To reduce the effects of potential confounding factors in intergroup comparisons, PS matching was employed. The PS was estimated using a multivariable logistic regression model, with treatment groups and potential confounding factors representing dependent variables and covariates, respectively. The following confounders were included in the PS matching: sex, age, pathologic stage, tumor location, income, and CCI. The protocols of IV or oral fluoropyrimidine chemotherapy are very different in cycles, which causes considerable variation in the total cumulative dose of fluoropyrimidine chemotherapy [5, 6, 14, 29, 30]; thus, PS matching was not performed for these covariates. The details of duration, total dose, and fluoropyrimidine chemotherapy cycles are provided in Supplemental Table 1. All included patients were PS-matched at 1:1 by using the global optimum method [31].
Characteristics of adjuvant oral or intravenous fluoropyrimidine monotherapy in patients with colon adenocarcinoma who underwent resection and their propensity score-matched cohort.

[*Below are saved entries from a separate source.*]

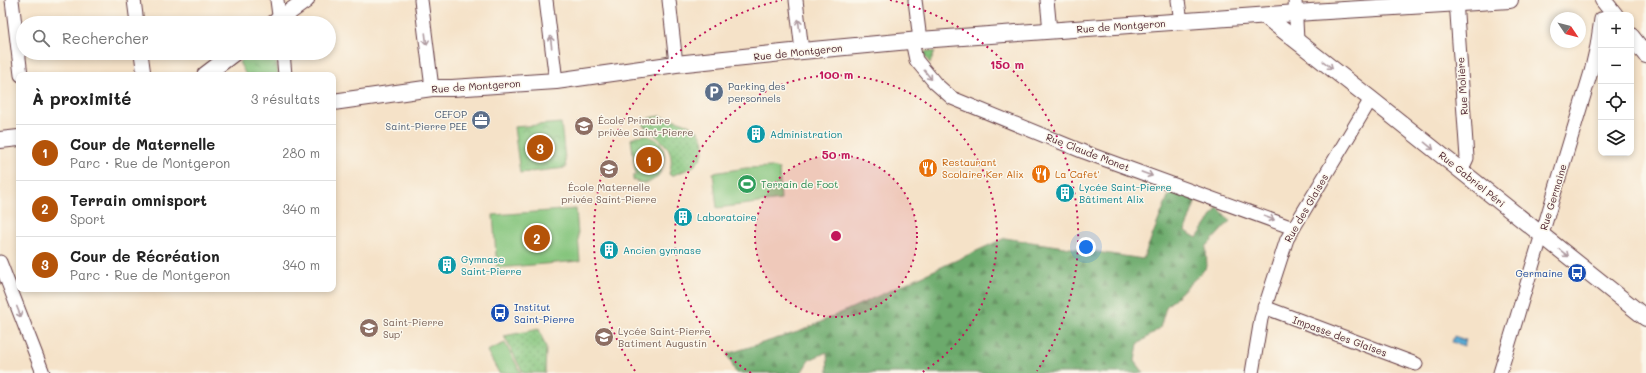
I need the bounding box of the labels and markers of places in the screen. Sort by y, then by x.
place label: Parking des personnels [728,79,786,105]
parking icon: Parking des personnels [703,81,725,103]
place label: CEFOP Saint-Pierre PEE [386,107,467,133]
office icon: CEFOP Saint-Pierre PEE [470,109,492,131]
place label: École Primaire privée Saint-Pierre [598,113,694,139]
school or university icon: École Primaire privée Saint-Pierre [573,115,595,137]
building icon: Administration [745,123,767,145]
place label: Administration [770,127,842,141]
pin: 3 [527,133,553,163]
pin: 1 [636,145,662,175]
place label: Restaurant Scolaire Ker Alix [942,155,1024,181]
restaurant icon: Restaurant Scolaire Ker Alix [917,157,939,179]
school or university icon: École Maternelle privée Saint-Pierre [598,158,620,180]
restaurant icon: La Cafet' [1030,163,1052,185]
place label: La Cafet' [1055,167,1100,181]
sports icon: Terrain de Foot [736,173,758,195]
place label: Terrain de Foot [761,177,838,191]
place label: École Maternelle privée Saint-Pierre [561,180,657,206]
place label: Lycée Saint-Pierre Bâtiment Alix [1079,180,1172,206]
building icon: Lycée Saint-Pierre Bâtiment Alix [1054,182,1076,204]
building icon: Laboratoire [672,206,694,228]
place label: Laboratoire [697,210,757,224]
pin: 2 [524,223,550,253]
centre of rings [829,229,843,243]
building icon: Ancien gymnase [598,239,620,261]
place label: Ancien gymnase [623,243,701,257]
place label: Gymnase Saint-Pierre [461,252,522,278]
building icon: Gymnase Saint-Pierre [436,254,458,276]
bus stop icon: Germaine [1566,262,1588,284]
place label: Germaine [1515,266,1563,280]
place label: Institut Saint-Pierre [514,300,575,326]
bus stop icon: Institut Saint-Pierre [489,302,511,324]
place label: Saint-Pierre Sup' [383,315,444,341]
school or university icon: Saint-Pierre Sup' [358,317,380,339]
place label: Lycée Saint-Pierre Batiment Augustin [618,324,711,350]
school or university icon: Lycée Saint-Pierre Batiment Augustin [593,326,615,348]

Oral Fluoropyrimidine N = 2,468 | IV Fluoropyrimidine N = 2,468 | SMD | |
---|---|---|---|
Sex | |||
Male | 1365.0 (55.3) | 1365.0 (55.3) | 0.0000 |
Female | 1103.0 (44.7) | 1103.0 (44.7) | 0.0000 |
Age, mean (SD) | 59.9 (12.5) | 58.4 (13.3) | 0.0584 |
<40 | 130 (5.3) | 137 (5.6) | 0.0140 |
40-49 | 282 (11.4) | 300 (12.2) | 0.0238 |
50-59 | 576 (23.3) | 602 (24.4) | 0.0257 |
60-69 | 696 (28.2) | 747 (30.3) | 0.0477 |
70-79 | 694 (28.1) | 592 (24.0) | 0.0949 |
≥80 | 90 (3.6) | 90 (3.6) | 0.0000 |
AJCC pathological stage | |||
High-risk stage IIB-IIC | 1285 (52.1) | 1285 (52.1) | 0 |
III | 1183 (47.9) | 1183 (47.9) | 0 |
Tumor location | |||
Left | 1320 (53.5) | 1233 (50.0) | 0.0705 |
Transverse | 61 (2.5) | 54 (2.2) | 0.0193 |
Right | 1087 (44.0) | 1181 (47.9) | 0.0762 |
CCI | |||
0 | 374 (15.2) | 368 (14.9) | 0.0070 |
1 | 477 (19.3) | 429 (17.4) | 0.0519 |
2 | 334 (13.5) | 306 (12.4) | 0.0333 |
3 | 199 (8.1) | 166 (6.7) | 0.0481 |
≥4 | 1084 (43.9) | 1199 (48.6) | 0.0940 |
CCI score | |||
Mean (SD) | 4 (3.5) | 4.2 (3.4) | 0.066 |
Median (IQR) | 3 (6.0) | 3.0 (6.0) | - |
Income | |||
≤19,047 | 645 (26.1) | 668 (27.1) | 0.0050 |
19 048-21 000 | 748 (30.3) | 729 (29.5) | 0.0309 |
21 001-36 300 | 605 (24.5) | 606 (24.6) | 0.0123 |
>36 300 | 470 (19.0) | 465 (18.8) | 0.0161 |
SMD, standardized mean difference; CCI, Charlson comorbidity index; SD, standard deviation; IQR, interquartile range; AJCC, American Joint Committee on Cancer; IV, intravenous. Values are presented as number (%) unless otherwise indicated. test: Compare the mean among the 2 treatment groups. Mann-Whitney U test: Compare the median among the 2 treatment groups. Chi-square test: Examine the relationships between treatment groups and categorical factors, such as sex, age group, stages, tumor locations and CCI groups.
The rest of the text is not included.